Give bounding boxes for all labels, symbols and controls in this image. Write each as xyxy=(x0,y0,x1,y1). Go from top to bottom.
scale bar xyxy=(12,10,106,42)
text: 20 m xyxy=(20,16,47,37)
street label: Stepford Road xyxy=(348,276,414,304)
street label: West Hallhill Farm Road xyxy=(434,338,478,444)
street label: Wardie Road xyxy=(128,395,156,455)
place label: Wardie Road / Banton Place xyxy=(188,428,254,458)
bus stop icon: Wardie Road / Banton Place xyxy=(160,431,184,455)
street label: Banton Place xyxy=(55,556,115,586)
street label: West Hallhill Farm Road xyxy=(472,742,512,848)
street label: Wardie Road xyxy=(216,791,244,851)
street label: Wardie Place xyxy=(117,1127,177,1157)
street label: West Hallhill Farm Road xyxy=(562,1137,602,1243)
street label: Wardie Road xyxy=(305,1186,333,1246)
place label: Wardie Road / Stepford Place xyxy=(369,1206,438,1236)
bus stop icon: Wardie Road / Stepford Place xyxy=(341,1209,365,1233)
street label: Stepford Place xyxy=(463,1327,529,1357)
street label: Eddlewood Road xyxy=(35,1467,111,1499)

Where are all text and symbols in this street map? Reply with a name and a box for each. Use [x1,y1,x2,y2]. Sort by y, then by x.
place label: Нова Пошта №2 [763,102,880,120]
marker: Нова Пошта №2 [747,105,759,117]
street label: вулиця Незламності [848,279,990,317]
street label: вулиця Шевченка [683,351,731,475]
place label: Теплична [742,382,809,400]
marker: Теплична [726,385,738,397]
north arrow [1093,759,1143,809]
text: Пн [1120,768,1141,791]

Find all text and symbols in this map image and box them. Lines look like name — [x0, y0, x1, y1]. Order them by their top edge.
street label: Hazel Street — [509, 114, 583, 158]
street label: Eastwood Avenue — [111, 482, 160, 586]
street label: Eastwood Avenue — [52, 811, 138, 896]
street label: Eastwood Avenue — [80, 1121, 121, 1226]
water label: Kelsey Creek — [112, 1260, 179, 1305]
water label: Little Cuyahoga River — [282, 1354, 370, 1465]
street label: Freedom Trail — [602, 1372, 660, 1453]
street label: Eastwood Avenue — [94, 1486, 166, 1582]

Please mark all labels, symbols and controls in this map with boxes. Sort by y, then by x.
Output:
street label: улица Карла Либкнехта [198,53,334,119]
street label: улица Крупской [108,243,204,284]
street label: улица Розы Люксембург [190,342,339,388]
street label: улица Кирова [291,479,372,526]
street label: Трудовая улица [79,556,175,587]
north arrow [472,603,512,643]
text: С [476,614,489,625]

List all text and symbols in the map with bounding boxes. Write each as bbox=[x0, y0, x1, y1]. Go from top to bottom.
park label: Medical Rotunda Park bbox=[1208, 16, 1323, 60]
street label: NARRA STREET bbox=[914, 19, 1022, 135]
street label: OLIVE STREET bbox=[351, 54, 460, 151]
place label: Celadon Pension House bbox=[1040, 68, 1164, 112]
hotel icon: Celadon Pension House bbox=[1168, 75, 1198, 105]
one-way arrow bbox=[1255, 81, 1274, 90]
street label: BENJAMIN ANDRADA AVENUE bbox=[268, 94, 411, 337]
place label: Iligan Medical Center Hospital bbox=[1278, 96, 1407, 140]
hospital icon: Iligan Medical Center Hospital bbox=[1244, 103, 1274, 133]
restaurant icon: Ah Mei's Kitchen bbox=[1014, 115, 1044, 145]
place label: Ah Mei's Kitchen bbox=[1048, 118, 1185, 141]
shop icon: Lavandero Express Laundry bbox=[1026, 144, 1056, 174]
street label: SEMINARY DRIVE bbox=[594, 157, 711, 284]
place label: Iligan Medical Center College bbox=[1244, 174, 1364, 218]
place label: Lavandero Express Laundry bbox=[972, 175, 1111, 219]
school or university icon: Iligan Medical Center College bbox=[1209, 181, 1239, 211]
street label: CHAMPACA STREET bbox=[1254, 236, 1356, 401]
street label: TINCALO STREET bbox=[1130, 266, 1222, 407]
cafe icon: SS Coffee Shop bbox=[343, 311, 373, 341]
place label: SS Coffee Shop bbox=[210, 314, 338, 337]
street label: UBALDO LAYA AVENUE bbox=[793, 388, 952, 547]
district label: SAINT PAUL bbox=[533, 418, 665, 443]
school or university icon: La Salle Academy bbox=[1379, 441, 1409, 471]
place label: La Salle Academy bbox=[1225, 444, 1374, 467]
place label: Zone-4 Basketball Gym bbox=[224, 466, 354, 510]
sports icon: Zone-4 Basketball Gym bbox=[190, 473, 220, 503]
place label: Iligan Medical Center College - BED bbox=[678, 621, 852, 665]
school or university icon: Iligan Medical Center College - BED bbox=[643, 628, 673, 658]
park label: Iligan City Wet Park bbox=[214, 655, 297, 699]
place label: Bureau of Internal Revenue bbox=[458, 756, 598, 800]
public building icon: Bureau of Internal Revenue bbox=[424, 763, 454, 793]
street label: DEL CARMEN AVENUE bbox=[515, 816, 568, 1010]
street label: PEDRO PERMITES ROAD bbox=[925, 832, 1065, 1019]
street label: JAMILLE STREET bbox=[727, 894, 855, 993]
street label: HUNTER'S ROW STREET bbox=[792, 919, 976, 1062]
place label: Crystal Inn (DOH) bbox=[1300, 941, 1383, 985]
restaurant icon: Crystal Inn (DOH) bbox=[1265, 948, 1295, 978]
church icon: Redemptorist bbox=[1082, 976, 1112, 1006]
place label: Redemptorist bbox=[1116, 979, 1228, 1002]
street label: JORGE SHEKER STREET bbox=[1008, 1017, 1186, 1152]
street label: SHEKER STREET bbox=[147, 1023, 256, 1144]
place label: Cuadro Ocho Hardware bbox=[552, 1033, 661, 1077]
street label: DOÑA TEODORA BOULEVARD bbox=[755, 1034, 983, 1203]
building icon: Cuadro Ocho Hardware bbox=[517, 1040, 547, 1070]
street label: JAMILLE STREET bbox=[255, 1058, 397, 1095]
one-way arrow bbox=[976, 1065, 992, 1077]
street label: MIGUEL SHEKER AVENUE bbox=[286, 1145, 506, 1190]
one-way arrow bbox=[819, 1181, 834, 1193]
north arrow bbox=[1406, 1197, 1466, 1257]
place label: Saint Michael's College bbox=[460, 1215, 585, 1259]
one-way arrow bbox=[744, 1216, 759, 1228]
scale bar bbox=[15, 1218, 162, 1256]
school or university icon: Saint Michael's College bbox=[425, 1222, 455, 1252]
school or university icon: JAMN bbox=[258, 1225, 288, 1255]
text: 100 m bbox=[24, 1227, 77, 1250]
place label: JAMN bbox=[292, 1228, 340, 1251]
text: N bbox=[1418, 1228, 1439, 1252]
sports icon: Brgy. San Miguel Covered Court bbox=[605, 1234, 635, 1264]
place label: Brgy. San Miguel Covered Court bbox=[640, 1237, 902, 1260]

*WHAT YOU NEED TO DO*. Include the first line of the listing, the line with "Please mark all", and every line between them, each repeated exactly, and output only those.

*SOLUTION*.
Give bounding boxes for all labels, symbols and controls in this image. Write each as xyxy=(x0,y0,x1,y1). Go from top to bottom.
scale bar xyxy=(12,10,106,42)
text: 20 m xyxy=(20,16,47,37)
street label: Stepford Road xyxy=(348,276,414,304)
street label: West Hallhill Farm Road xyxy=(434,338,478,444)
street label: Wardie Road xyxy=(128,395,156,455)
place label: Wardie Road / Banton Place xyxy=(188,428,254,458)
bus stop icon: Wardie Road / Banton Place xyxy=(160,431,184,455)
street label: Banton Place xyxy=(55,556,115,586)
street label: West Hallhill Farm Road xyxy=(472,742,512,848)
street label: Wardie Road xyxy=(216,791,244,851)
street label: Wardie Place xyxy=(117,1127,177,1157)
street label: West Hallhill Farm Road xyxy=(562,1137,602,1243)
street label: Wardie Road xyxy=(305,1186,333,1246)
place label: Wardie Road / Stepford Place xyxy=(369,1206,438,1236)
bus stop icon: Wardie Road / Stepford Place xyxy=(341,1209,365,1233)
street label: Stepford Place xyxy=(463,1327,529,1357)
street label: Eddlewood Road xyxy=(35,1467,111,1499)

Where are all text and symbols in this street map? Reply with a name and a box for each. Use [x1,y1,x2,y2]. Sort by y, then by x.
place label: Нова Пошта №2 [763,102,880,120]
marker: Нова Пошта №2 [747,105,759,117]
street label: вулиця Незламності [848,279,990,317]
street label: вулиця Шевченка [683,351,731,475]
place label: Теплична [742,382,809,400]
marker: Теплична [726,385,738,397]
north arrow [1093,759,1143,809]
text: Пн [1120,768,1141,791]

Find all text and symbols in this map image and box them. Lines look like name — [x0, y0, x1, y1]. Order them by their top edge.
street label: Hazel Street — [509, 114, 583, 158]
street label: Eastwood Avenue — [111, 482, 160, 586]
street label: Eastwood Avenue — [52, 811, 138, 896]
street label: Eastwood Avenue — [80, 1121, 121, 1226]
water label: Kelsey Creek — [112, 1260, 179, 1305]
water label: Little Cuyahoga River — [282, 1354, 370, 1465]
street label: Freedom Trail — [602, 1372, 660, 1453]
street label: Eastwood Avenue — [94, 1486, 166, 1582]

Please mark all labels, symbols and controls in this map with boxes. Sort by y, then by x.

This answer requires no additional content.